Batts, a world in the New Brooklyn System

New Brooklyn System

New Brooklyn: This star is visibly unusual in the modern era. Though its spectrum is typical of a K5V star, its granulation has an unnaturally ordered and reticulated appearance, a possible side effect of the vast volume of plasma computronium filling the star - or some aesthetic choice by the archailects occupying that computronium. The archailects seem to spend most of eir time lost in thought and study. Eir interactions with the polity have been development of the system's space-time industry, such as its voidforges and weylforges, and casting eir single votes in district elections via avatars. The star New Brooklyn is surrounded by some close-orbiting amat factories, but only a small fraction of its surface is occluded.

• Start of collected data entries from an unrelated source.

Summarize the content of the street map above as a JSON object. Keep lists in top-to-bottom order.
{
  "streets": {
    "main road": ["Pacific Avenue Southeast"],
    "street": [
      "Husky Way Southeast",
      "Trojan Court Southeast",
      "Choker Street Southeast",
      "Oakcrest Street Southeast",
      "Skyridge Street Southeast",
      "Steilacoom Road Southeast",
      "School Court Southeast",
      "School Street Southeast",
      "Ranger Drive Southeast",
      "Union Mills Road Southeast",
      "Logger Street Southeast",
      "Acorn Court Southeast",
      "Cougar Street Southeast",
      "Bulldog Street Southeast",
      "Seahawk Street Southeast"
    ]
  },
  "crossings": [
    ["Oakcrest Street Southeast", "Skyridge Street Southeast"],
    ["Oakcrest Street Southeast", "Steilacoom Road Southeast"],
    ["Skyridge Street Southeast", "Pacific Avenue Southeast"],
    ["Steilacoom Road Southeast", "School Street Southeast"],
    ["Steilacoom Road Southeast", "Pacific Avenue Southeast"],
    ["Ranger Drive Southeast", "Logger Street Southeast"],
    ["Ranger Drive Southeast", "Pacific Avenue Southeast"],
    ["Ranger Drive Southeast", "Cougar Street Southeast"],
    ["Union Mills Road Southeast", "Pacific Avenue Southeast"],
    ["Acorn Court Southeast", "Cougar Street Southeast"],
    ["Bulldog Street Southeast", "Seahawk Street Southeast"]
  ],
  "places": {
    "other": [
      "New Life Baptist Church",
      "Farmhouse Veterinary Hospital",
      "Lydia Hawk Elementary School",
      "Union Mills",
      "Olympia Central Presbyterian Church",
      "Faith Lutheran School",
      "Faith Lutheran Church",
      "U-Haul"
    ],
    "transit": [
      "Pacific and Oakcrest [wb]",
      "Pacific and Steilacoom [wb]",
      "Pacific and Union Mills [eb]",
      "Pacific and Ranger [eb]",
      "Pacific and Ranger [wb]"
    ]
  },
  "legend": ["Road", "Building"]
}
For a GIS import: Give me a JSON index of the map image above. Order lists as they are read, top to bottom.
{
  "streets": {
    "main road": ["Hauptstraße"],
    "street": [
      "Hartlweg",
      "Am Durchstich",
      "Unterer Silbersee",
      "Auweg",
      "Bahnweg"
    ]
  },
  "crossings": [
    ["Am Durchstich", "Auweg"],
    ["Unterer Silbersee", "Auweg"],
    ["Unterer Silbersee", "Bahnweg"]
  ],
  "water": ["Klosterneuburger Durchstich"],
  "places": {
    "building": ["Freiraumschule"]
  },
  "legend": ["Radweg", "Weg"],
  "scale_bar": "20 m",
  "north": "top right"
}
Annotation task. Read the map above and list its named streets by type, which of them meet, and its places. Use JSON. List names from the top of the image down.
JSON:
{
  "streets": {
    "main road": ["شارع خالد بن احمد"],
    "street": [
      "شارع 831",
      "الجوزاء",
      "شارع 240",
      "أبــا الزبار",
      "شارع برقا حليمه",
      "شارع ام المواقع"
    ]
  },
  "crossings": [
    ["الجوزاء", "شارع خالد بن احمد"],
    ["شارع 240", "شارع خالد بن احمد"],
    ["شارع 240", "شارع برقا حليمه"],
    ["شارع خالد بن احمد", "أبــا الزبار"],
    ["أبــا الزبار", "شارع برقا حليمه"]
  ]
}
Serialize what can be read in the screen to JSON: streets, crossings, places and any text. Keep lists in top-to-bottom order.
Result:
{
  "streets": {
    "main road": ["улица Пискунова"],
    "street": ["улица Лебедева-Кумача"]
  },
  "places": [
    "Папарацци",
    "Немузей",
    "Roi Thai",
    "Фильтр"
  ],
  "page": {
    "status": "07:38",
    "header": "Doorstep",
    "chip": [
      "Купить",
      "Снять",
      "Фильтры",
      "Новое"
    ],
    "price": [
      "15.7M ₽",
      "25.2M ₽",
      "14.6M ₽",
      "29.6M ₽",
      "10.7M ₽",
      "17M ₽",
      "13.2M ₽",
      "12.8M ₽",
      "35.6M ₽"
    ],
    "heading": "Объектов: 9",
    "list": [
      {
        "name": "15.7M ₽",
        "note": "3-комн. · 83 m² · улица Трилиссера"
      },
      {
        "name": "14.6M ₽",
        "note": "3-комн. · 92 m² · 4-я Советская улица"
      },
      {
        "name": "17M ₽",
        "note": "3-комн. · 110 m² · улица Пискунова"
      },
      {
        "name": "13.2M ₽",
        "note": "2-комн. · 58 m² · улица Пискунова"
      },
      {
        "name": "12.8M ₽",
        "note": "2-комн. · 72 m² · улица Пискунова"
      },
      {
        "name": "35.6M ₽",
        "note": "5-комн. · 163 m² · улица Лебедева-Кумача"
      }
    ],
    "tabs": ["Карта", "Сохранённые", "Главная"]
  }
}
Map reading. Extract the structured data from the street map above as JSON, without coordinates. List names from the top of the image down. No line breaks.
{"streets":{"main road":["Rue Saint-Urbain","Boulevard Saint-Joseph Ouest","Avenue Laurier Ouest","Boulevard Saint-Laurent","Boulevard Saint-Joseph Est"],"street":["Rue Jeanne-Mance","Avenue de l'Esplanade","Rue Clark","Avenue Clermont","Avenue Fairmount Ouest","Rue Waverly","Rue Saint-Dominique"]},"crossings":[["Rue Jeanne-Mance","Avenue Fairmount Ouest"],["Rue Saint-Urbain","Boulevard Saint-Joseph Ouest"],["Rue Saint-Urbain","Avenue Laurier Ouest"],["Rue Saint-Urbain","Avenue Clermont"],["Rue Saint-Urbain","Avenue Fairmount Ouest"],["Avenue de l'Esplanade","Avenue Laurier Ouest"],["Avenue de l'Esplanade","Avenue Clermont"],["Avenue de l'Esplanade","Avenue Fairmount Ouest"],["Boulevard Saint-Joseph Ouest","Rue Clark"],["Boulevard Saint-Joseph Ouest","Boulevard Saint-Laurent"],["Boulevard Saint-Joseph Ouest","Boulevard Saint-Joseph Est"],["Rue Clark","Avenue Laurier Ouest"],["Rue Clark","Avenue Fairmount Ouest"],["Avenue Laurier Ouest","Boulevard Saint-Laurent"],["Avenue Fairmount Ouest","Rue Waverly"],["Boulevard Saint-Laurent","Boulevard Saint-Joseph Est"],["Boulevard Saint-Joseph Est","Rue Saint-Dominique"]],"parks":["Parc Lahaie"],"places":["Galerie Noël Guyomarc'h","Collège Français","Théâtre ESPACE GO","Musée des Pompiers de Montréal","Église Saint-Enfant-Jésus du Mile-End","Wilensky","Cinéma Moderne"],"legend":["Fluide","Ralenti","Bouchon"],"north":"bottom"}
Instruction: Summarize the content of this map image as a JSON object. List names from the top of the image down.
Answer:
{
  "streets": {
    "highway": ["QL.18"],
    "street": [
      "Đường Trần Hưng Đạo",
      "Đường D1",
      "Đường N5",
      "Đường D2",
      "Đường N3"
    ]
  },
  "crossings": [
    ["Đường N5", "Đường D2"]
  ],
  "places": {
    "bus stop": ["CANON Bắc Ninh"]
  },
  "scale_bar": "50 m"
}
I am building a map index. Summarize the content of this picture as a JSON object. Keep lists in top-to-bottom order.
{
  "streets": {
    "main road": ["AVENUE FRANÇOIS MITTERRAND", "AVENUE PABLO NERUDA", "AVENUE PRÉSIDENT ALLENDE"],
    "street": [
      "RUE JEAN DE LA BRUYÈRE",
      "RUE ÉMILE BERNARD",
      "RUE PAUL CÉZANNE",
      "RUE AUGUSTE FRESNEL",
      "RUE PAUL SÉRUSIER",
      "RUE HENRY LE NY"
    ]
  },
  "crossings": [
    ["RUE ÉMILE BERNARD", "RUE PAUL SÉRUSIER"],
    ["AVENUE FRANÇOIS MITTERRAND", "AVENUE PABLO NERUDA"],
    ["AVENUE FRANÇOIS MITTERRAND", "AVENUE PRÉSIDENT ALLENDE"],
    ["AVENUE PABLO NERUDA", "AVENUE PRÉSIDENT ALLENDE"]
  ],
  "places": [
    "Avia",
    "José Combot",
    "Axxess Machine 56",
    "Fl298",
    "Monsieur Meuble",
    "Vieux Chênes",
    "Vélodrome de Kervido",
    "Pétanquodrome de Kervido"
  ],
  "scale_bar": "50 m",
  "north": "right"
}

Batts: The innermost planet is Batts (a contraction of the original name, Battery Park). It is a ferrinian, Herminian world, receiving somewhat more illumination than Sol's Mercury and with a dayside that is distinctly hotter. However, Batts is also tidally locked with the star, so has permanent day and night sides. A number of retro-abo and lo tek groups inhabit cavern habitats around the terminator, enjoying the challenge of trying to live in the hostile environment with the lowest possible technology. The dayside is predictably covered in solar power units, amat factories, power transmitters, and mines, while the night side has mines and industrial facilities.

Bronx: A warm SubJovian on the outer edge of the habitable zone. Bronx is surrounded by the first complete static orbital ring created in Terragen space, Nieuw Amsterdam. The upper and lower habitats of the ring hold most of the system's modosophont population, some 20 billion individuals, in continuous, medium-density urban environments. Interestingly, the habitat is not angelnetted but rather patrolled by police. Universal communications and near-universal surveillance makes crime rare and unsolved crimes rarer, but the instant protection of Sephriotic angelnets is absent. This is a choice by the locals, who appear to have some worry about blighted angelnets.

The planet's colorful clouds are populated by a few million modosophonts living on nimble bubblehabs that can maneuver around storms in the warm gas giant's atmosphere. As with most gas giants in the system, Bronx has some of its mass - about 1% - converted to computronium. This hosts the backups for Nieuw Amsterdam and most of the popular modosophont virch worlds.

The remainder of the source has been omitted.